At the top of the black dip slope is another subtle ridge crest. This is more or less the margin of the clearcut. It is easy to suppose that the clearcut is related to the slide, but beware. Note that the rock of the dip slope rises to within a couple of feet of the surface at the ridge crest at the top. Regardless of the amount of forest cover, it is likely that water from the heavy rain and rapidly melting snow could percolate to this impermeable, low-friction, smooth, slippery, downslope dipping rock layer. Also remember that there have been numerous prehistoric deep seated landslides on this dip face further west on the mountain- it isn’t named ‘Slide Mountain’ for nothin’! There is a logging road very near the brink of the upper part of the high rock cliff. However, there is no gullying leading from this road or its adjacent drainage ditches to indicate that water from this road may have poured through the uncut trees at the upper right corner of the slide to lubricate the slide surface.
GSA POSTER ABSTRACT
THE 2009 RACEHORSE CREEK LANDSLIDE: FORENSIC DYNAMICS OF A LARGE, COMPLEX CATASTROPHIC MASS MOVEMENT
by Juliet G. Crider, David S. TUCKER, Douglas H. CLARK, and Scott R. LINNEMAN, Geology Department, Western Washington University, Bellingham
The January 2009 Racehorse Creek landslide in Whatcom County, NW Washington is a composite, storm-triggered rock slide–debris flow, which released ~5×105 m3 of rock, much of which was delivered to Racehorse Creek. An “ear-witness” report indicates the failure occurred the afternoon of 7 January.
The landslide exposed a ~2 x104 m2 carbonaceous bedding plane (the main rupture surface, dipping 28° NW), within the Eocene Chuckanut Formation. We estimate the friction angle of this surface to be <27°. Simple limit equilibrium calculations suggest that this surface was unstable before the triggering rainstorms.
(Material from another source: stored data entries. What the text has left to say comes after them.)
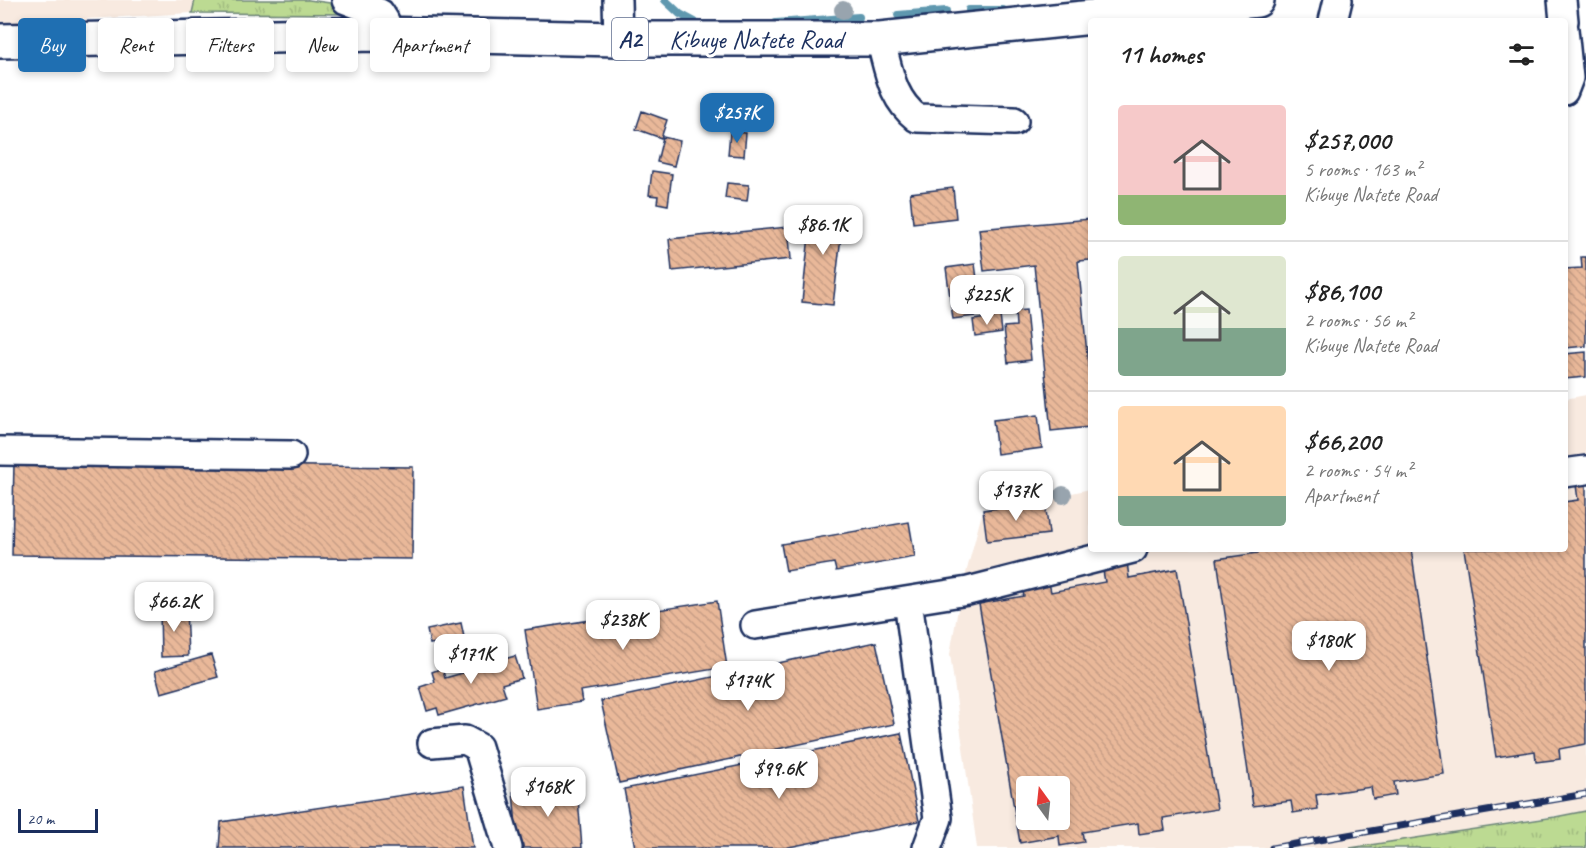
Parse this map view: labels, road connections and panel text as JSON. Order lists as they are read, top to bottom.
{
  "streets": {
    "main road": ["A2", "Kibuye Natete Road"]
  },
  "scale_bar": "20 m",
  "north": "top",
  "page": {
    "chip": [
      "Buy",
      "Rent",
      "Filters",
      "New",
      "Apartment"
    ],
    "heading": "11 homes",
    "list": [
      {
        "name": "$257,000",
        "note": "5 rooms · 163 m² · Kibuye Natete Road"
      },
      {
        "name": "$86,100",
        "note": "2 rooms · 56 m² · Kibuye Natete Road"
      },
      {
        "name": "$66,200",
        "note": "2 rooms · 54 m² · Apartment"
      }
    ],
    "price": [
      "$257K",
      "$86.1K",
      "$225K",
      "$137K",
      "$66.2K",
      "$238K",
      "$180K",
      "$171K",
      "$174K",
      "$99.6K",
      "$168K"
    ],
    "scale": "20 m"
  }
}
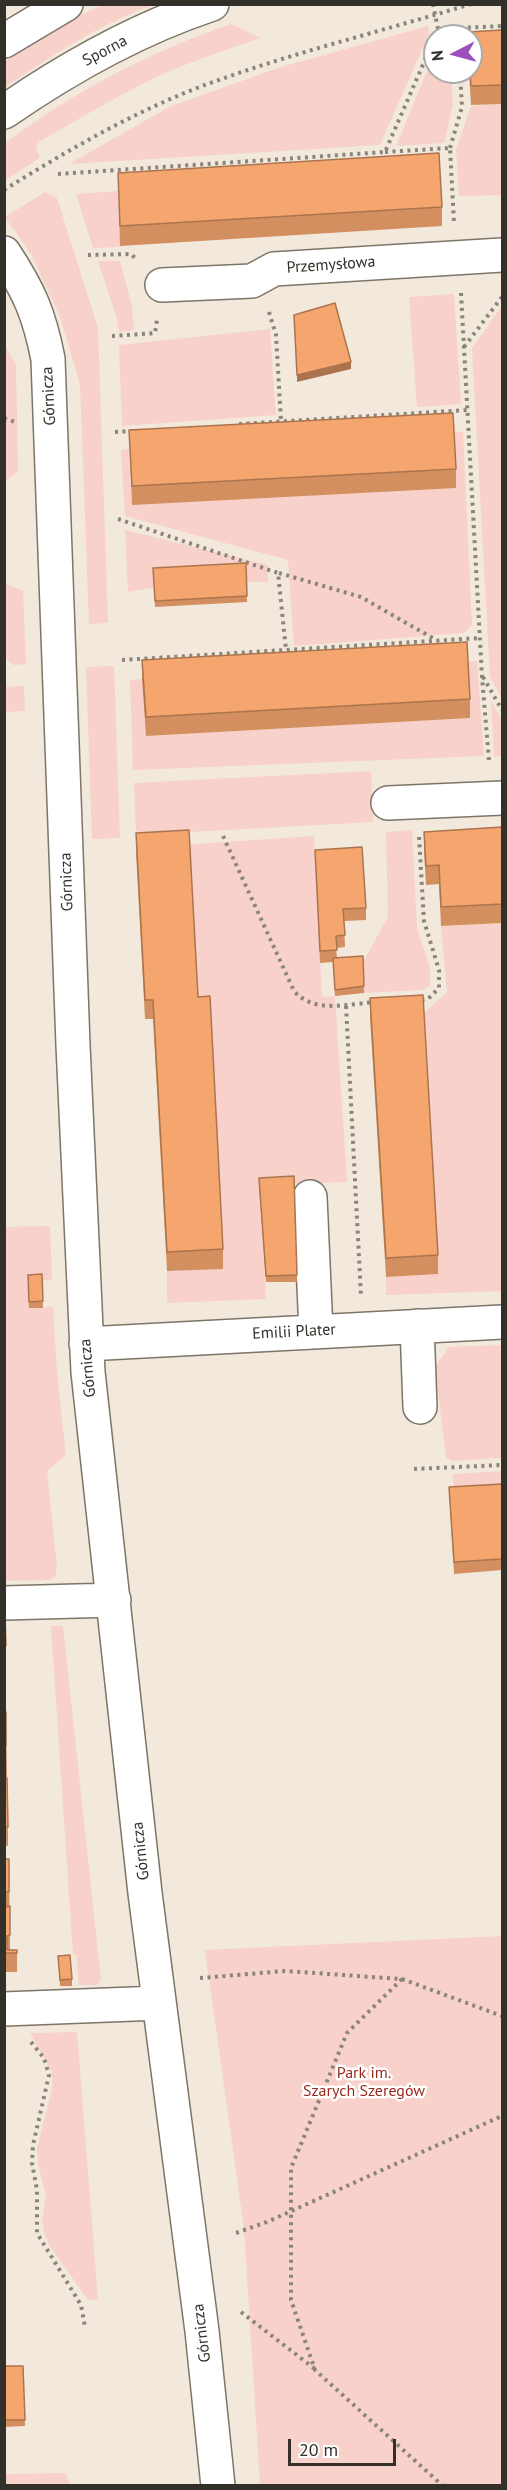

The kinematics of the landslide is complex, as evidenced by the spatial variation in striation trends on the failure surface and by the unusual distribution of deposits. The principal slip direction is NE, nearly perpendicular to the dip of bedding, and towards Racehorse Creek. The debris deposit in this direction comprises three lobes of large (≥ 4 m3) blocky debris. Absence of run-up on the opposite side of the canyon limits the velocity of the debris flow. A large secondary debris lobe flowed NW, bifurcating twice down slope. A third deposit at the base of the exposed slip surface is a ~5000 m2 translated block supporting disrupted forest floor.
The crown of the slide is at a local ridgeline; several en echelon, ~0.75 m-wide cracks in the crown show no significant change from May-August. Lateral release was enabled by bedding- and strike-perpendicular joints, creating a 27-m-high vertical wall at the S boundary. At the N edge of the exposed dip slope, a parallel weathered joint surface is exposed above the canyon.
Together, these observations suggest several components of failure for this landslide: Rainfall induced failure on existing joints at the edge of Racehorse Creek canyon. Retrogressive failure removed bedrock buttressing the main failure plane, releasing the main failure, which broke up and flowed/tumbled northward and down 240 m into the canyon. As the main source zone was evacuated, the higher zone slid down-dip on the low-friction bedding surface, transporting in situ stumps and forest floor into the original source area. From the highest elevation, debris gained enough momentum during translation to overtop a local ridge and form the NW deposits.